Tuesday, February 24, 2009

Hollywood hypocrisy

I have never considered the Academy Awards to be a valid indicator of excellence in film. Most of the movies I admire were never even nominated. (See my Profile--sidebar--for favorites.) The voters for the awards are, many of them, untalented hacks, with predictable middle-brow tastes. Commercial and ideological considerations overrule aesthetic quality as criteria.

The ceremonies themselves are deplorable--incredibly lengthy extravaganzas of kitsch in which Hollywood reveals the embarrassing face of its collective narcissism.

Sean Penn gave a fine performance as Harvey Milk, though nothing supersonic. I was cheered by his comments about gays--that is, until I thought a bit about the matter. Hollywood loves homosexuals in the abstract, but is unwilling to follow through by casting them in major roles.

Most of the artists understand this, and stay completely in the closet, or impose their own glass ceiling. An exception, a very rare one, is the charismatic Rupert Everett, who is thoroughly out.

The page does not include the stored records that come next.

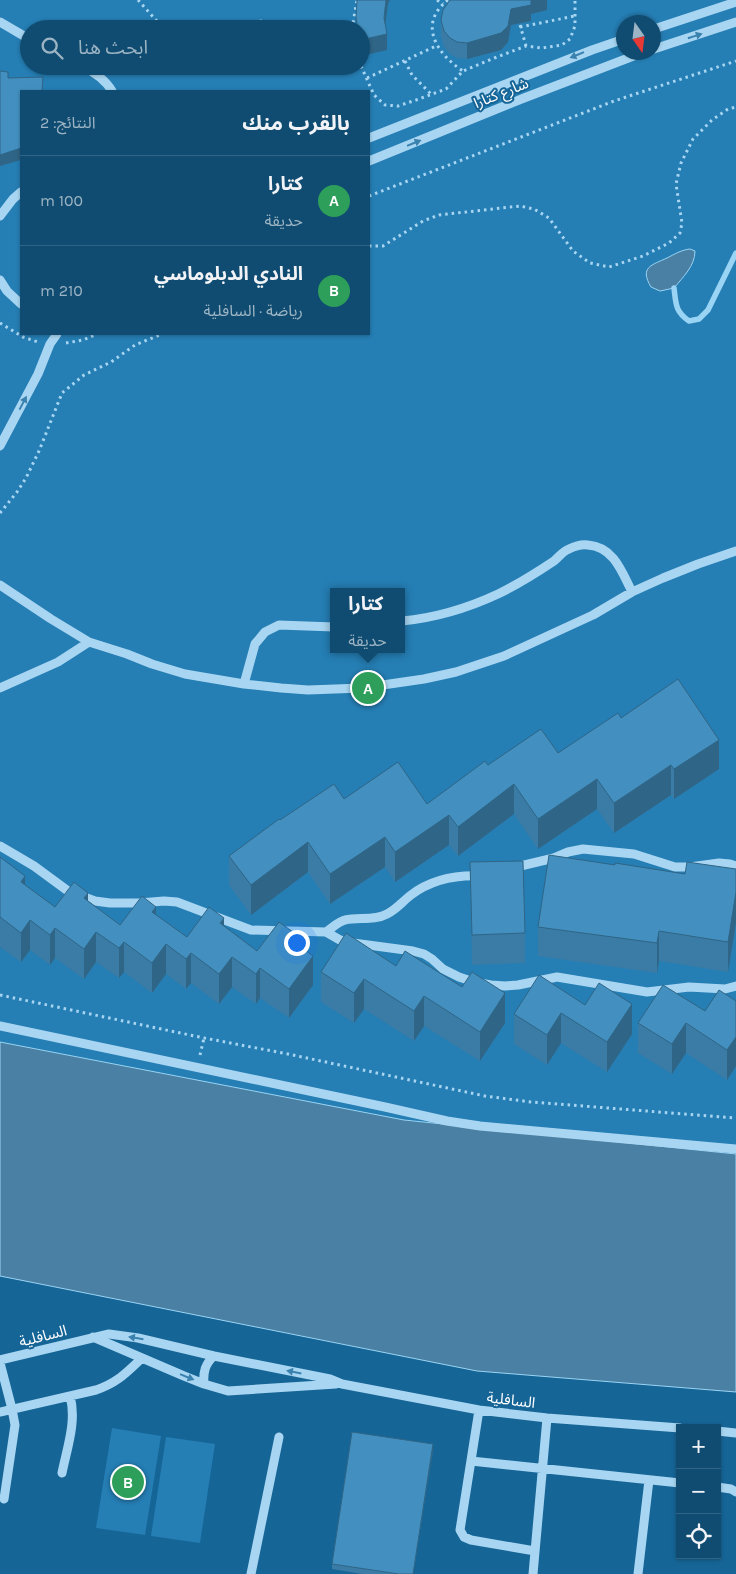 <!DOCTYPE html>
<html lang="ar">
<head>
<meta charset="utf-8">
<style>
	body { margin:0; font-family:Karla,"Noto Sans Arabic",sans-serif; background:#195376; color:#f1f3f6; direction:rtl }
	.controls { position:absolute; right:15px; bottom:15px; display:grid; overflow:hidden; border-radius:0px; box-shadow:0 1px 4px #0004 }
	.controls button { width:45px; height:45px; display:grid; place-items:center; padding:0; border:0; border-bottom:1px solid #306384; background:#104c71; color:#f1f3f6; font:25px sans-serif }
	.compass { position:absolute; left:616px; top:15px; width:45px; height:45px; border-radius:50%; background:#104c71; box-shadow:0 1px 4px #0004; rotate:166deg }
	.you { position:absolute; left:296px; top:942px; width:18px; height:18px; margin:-12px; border:4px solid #fff; border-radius:50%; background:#1a73e8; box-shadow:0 0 0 8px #1a73e833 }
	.badge { display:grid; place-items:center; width:32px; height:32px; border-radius:50%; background:#e69b98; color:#fff; font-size:16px; font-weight:700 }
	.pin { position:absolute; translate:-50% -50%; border:2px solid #fff; box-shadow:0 1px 5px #0006 }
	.popup { position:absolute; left:330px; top:588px; width:75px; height:65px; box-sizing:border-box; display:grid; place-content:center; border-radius:0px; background:#104c71; filter:drop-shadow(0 1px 4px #0005); font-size:16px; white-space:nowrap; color:#9cb4c3 }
	.popup b { font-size:19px; color:#f1f3f6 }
	.popup::after { content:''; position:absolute; left:50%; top:100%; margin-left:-10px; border:10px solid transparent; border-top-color:#104c71 }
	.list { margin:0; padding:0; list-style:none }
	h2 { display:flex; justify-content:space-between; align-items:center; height:65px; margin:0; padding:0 20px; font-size:21px }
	h2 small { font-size:16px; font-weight:400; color:#9cb4c3 }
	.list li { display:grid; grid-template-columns:32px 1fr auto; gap:15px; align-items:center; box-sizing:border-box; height:90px; padding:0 20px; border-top:1px solid #306384 }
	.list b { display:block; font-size:19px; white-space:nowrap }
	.list p { margin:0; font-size:16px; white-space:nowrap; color:#9cb4c3 }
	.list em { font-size:16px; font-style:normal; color:#9cb4c3 }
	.icon { flex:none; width:28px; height:28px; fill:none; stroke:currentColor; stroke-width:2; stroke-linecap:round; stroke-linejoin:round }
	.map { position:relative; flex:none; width:736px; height:1574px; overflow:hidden; direction:ltr }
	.search { position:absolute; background:#104c71; box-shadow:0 1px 4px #0004; left:20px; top:20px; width:350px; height:55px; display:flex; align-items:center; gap:12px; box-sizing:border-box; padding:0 18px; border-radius:28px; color:#9cb4c3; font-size:19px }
	.panel { position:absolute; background:#104c71; box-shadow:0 1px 4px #0004; left:20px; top:90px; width:350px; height:245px; border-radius:0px; direction:rtl }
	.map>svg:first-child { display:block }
	.green { fill:#257eb4; fill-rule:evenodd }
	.water { fill:#4a80a4; stroke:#9ad4f4 }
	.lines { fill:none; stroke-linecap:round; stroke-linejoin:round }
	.stream { stroke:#9ad4f4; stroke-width:5.5 }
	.path { stroke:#a8d6f2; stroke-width:3; stroke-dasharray:2.5 4; stroke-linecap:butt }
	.minor { stroke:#a8d6f2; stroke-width:9 }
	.wall { fill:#3a7ca5 }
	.shaded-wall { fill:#2f6586 }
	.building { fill:#4390c0; stroke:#2f6586 }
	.oneway { fill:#3a81ae }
	.labels { text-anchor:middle; stroke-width:4; stroke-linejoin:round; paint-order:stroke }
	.street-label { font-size:15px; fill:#fff; stroke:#166597 }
</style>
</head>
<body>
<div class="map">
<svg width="736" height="1574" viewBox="0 0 736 1574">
	<rect width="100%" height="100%" fill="#166597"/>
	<path class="green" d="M0 0H736V1154L404 1120 0 1042ZM624 22H654V52H624ZM29 29H361V66H29ZM21 91H369V334H21ZM334 592H402V649H334Z
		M112 1428 161 1436 145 1535 96 1528Z
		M166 1437 215 1444 200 1543 151 1536Z"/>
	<path class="water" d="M690 249 695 251C695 266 683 277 674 288L660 291 651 287C639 267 652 265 667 258 675 254 681 250 690 249Z
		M0 1042 404 1120 736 1154V1392L477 1371 0 1276Z"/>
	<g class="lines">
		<path class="stream" d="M674 288C676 304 675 311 689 321L699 319 708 310 736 253"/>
		<path class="path" d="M138 0 164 29
			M437 0 443 4
			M448 0C417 24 437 54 463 71
			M520 25 526 46
			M520 27 575 16
			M228 29 261 21 278 29
			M352 29 357 0
			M405 61 412 75 432 95
			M361 66 374 95 385 105 398 106 416 100 446 89 463 71 497 57 526 46 542 48 562 45 570 39 575 26V0
			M367 78 436 46
			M369 196 614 101 736 61
			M369 246H383L423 221 439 215 520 206 534 209 549 218 573 251 590 263 609 267 643 256 669 243 680 233 682 223 676 184 681 163 693 139 712 120 728 109 736 107
			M0 323 23 337 38 342
			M66 343 83 340 97 334
			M0 513 17 492 26 478 39 451 62 393 84 375 111 362 135 345 162 334
			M0 995 204 1038 288 1054 485 1096 531 1102 736 1118
			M200 1055 204 1038"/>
		<path class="minor" d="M0 22 29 39
			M654 29 736 2
			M654 49 736 22
			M82 66C94 72 105 79 112 91
			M369 138 592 50 624 39
			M369 161 524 98 644 52
			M0 216 13 199 21 192
			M0 280 7 291 21 304
			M0 446 38 374 50 344 57 334
			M0 585 51 619 89 642 127 654 152 664 185 674 244 684 281 688 308 690 362 688 424 679 456 672 504 656 593 615 632 592 663 578 698 564 736 551
			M402 621C434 618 468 608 498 594 517 585 536 573 554 561 559 557 563 551 569 549 575 546 581 544 588 545 614 547 622 572 632 592
			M244 684 255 644 265 632 279 625 334 627
			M0 688 58 662 89 642
			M0 846 34 866 68 891 95 901 110 903H139L164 901 177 902 251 930 326 932 340 940 353 943 413 951 424 954 432 959 443 969 459 977 474 982 491 985 505 986 518 985 557 977 647 992 689 987 725 989 736 986
			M512 868 554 858 568 852 583 849 634 854 675 867H690L719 863 730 864 736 866
			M326 932C332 928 339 921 345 920 359 917 374 921 387 914 397 909 403 901 411 895 431 880 456 875 480 876
			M0 1026 385 1107 447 1121 480 1126 736 1149
			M93 1337 184 1376 204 1384 228 1391 336 1384
			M0 1360 109 1334 138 1338 214 1356 330 1379 342 1384 479 1410 547 1418 680 1428
			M0 1363 12 1409 15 1425 4 1499
			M204 1384C203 1372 205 1364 214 1356
			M479 1410 460 1530 464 1537 471 1540 535 1551
			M0 1412 96 1390C117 1383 126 1373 141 1359
			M717 1431 736 1433
			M471 1461 680 1483
			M62 1473C67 1448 77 1421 70 1396
			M717 1487 731 1489 736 1492
			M251 1574 279 1437
			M533 1574 547 1418
			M638 1574 649 1480"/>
	</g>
	<path class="wall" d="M547 0V10L531 14V21L511 25 508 42 501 50 467 59 457 58 450 54 444 47 441 36V20Z
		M621 718 719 769 674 799 671 795 614 833 597 809 538 849 514 814 458 856 449 845 395 882 385 867 330 904 308 872 251 915 229 885V856L280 820 344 799 427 804 488 765 558 753Z
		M0 857 25 885 55 907 88 901 120 925 156 915 187 937 224 926 257 951 293 941 313 985 289 1018 260 998 256 1004 232 987 219 1004 191 983 186 989 166 974 152 993 124 972 119 978 96 962 84 979 55 958 50 965 30 950 21 962 0 947Z
		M470 862 525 933V963L472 965Z
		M615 865 685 874 736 869V922L728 972 659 961 657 973 538 956V927Z
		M396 966 505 1023 480 1061 424 1026 414 1041 364 1009 354 1023 321 1002V972Z
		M736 1001V1066L727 1080 686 1053 672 1074 638 1053V1023L705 1011Z
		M585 1005 632 1034 607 1072 561 1043 547 1065 514 1044V1014Z
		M433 1450 413 1574H362L332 1569V1564Z"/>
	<path class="shaded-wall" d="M386 0H390L388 4 384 34V18Z
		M531 0H547V10L531 14V21L511 25 508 42 501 50 467 59V43L511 9Z
		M387 34V50L361 56V40Z
		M21 148V160L0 166V155Z
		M719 740V769L674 799V769Z
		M671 765V795L614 833V803Z
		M597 779V809L538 849V819Z
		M514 784V814L458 856V827Z
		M449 815V845L395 882V852Z
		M385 837V867L330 904V874Z
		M308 842V872L251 915V885Z
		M25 876V906L21 882Z
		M736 892V922L728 972V942Z
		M88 893V923L84 898Z
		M156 907V936L152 912Z
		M224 918V947L220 923Z
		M30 920V950L21 962V933Z
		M55 928V958L50 965V935Z
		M659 931V961L657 973V943Z
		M96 932V962L84 979V949Z
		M293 932V962L289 938Z
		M124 942V972L119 978V948Z
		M166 944V974L152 993V963Z
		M191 953V983L186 989V959Z
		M313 956V985L289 1018V989Z
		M232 957V987L219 1004V974Z
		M260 968V998L256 1004V974Z
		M364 979V1009L354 1023V993Z
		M505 993V1023L480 1061V1032Z
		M424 996V1026L414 1041V1011Z
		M632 1004V1034L607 1072V1042Z
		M561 1013V1043L547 1065V1035Z
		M686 1023V1053L672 1074V1044Z
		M736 1037V1066L727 1080V1050Z
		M433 1444V1450L413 1574Z"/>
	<path class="building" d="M357 0H386L384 18 387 34 361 40V29H358L356 18Z
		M450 0H531V5L511 9 508 26 501 33 467 43 457 42 450 38 444 31 441 20 443 10Z
		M0 71 8 72V78L43 77 42 91H21V148L0 155Z
		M678 679 719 740 674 769 671 765 614 803 597 779 538 819 514 784 458 827 449 815 395 852 385 837 330 874 308 842 251 885 229 856 279 819 280 820 334 784 344 799 398 762 427 804 485 761 488 765 541 729 558 753 618 713 621 718Z
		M549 855 615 865V863L685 874 687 862 736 869V892L728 942 659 931 657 943 538 927Z
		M0 857 25 876 21 882 55 907 74 882 88 893 84 898 120 925 142 896 156 907 152 912 187 937 209 907 224 918 220 923 257 951 279 922 293 932 289 938 313 956 289 989 260 968 256 974 232 957 219 974 191 953 186 959 166 944 152 963 124 942 119 948 96 932 84 949 55 928 50 935 30 920 21 933 0 917Z
		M523 861 525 933 472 935 470 862Z
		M346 933 396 966 405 951 462 987 472 972 505 993 480 1032 424 996 414 1011 364 979 354 993 321 972Z
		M539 975 585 1005 599 983 632 1004 607 1042 561 1013 547 1035 514 1014Z
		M663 985 705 1011 719 990 736 1001V1037L727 1050 686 1023 672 1044 638 1023Z
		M352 1432 433 1444 413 1574H399L332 1564Z"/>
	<defs><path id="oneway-solid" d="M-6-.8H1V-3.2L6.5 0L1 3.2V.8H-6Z" transform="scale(1.25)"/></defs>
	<g class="oneway">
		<use href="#oneway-solid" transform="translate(695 36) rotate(-18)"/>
		<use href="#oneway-solid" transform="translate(577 55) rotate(158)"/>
		<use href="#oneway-solid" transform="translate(414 143) rotate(-22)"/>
		<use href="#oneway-solid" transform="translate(23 403) rotate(-62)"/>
		<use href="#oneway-solid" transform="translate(136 1338) rotate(-171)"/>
		<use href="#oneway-solid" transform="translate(294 1372) rotate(-169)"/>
		<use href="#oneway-solid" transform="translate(187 1377) rotate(22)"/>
	</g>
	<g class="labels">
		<g class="street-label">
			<text transform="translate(501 93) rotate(-22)" y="5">شارع كتارا</text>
			<text transform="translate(43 1336) rotate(-14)" y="5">السافلية</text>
			<text transform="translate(511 1400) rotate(7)" y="5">السافلية</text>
		</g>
	</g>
</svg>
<div class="controls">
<button>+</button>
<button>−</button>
<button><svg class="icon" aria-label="locate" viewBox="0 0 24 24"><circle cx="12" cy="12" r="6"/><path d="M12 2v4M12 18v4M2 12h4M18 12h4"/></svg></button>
</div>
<svg class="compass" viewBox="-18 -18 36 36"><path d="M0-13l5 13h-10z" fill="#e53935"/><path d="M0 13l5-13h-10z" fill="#9cb4c3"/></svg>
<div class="you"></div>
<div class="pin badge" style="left:368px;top:688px;background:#2e9e5b">A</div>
<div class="popup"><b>كتارا</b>حديقة</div>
<div class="pin badge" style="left:128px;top:1482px;background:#2e9e5b">B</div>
<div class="search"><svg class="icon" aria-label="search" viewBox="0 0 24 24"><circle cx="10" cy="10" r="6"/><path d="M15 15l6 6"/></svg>ابحث هنا</div>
<section class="panel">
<h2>بالقرب منك<small>النتائج: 2</small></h2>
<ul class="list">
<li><span class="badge" style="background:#2e9e5b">A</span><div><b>كتارا</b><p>حديقة</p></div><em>100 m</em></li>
<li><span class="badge" style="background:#2e9e5b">B</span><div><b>النادي الدبلوماسي</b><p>رياضة · السافلية</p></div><em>210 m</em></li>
</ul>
</section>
</div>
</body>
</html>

Openly gay, Everett was once denied a major Hollywood role by a studio boss who called him a "pervert." The MY BEST FRIEND'S WEDDING star was the first choice of the film's director and leading actress Sharon Stone, but the executive refused to permit casting Everett purely because of his sexuality. The actor considered taking legal action after the studio boss made the defamatory comment about him in public, but ultimately decided it wasn't worth his time and effort. As he stated, "Sharon wanted me to do it and I went to meet the director and he wanted me to. The director rang up the head of the studio and he said, 'Oh no, he's not playing that role - he's a pervert.' "He said this in front of lots of people. My agent and lawyer got worked up and we went into battle. Sharon was on the phone to me saying, 'We can close this movie down. This is your civil rights.' "I was moving towards a fight with the studio on this one. But in the end those kinds of battles are to exhausting to fight ... and I didn't."

Yes, Hollywood loves us gay people. As long as there is no need to do anything about it.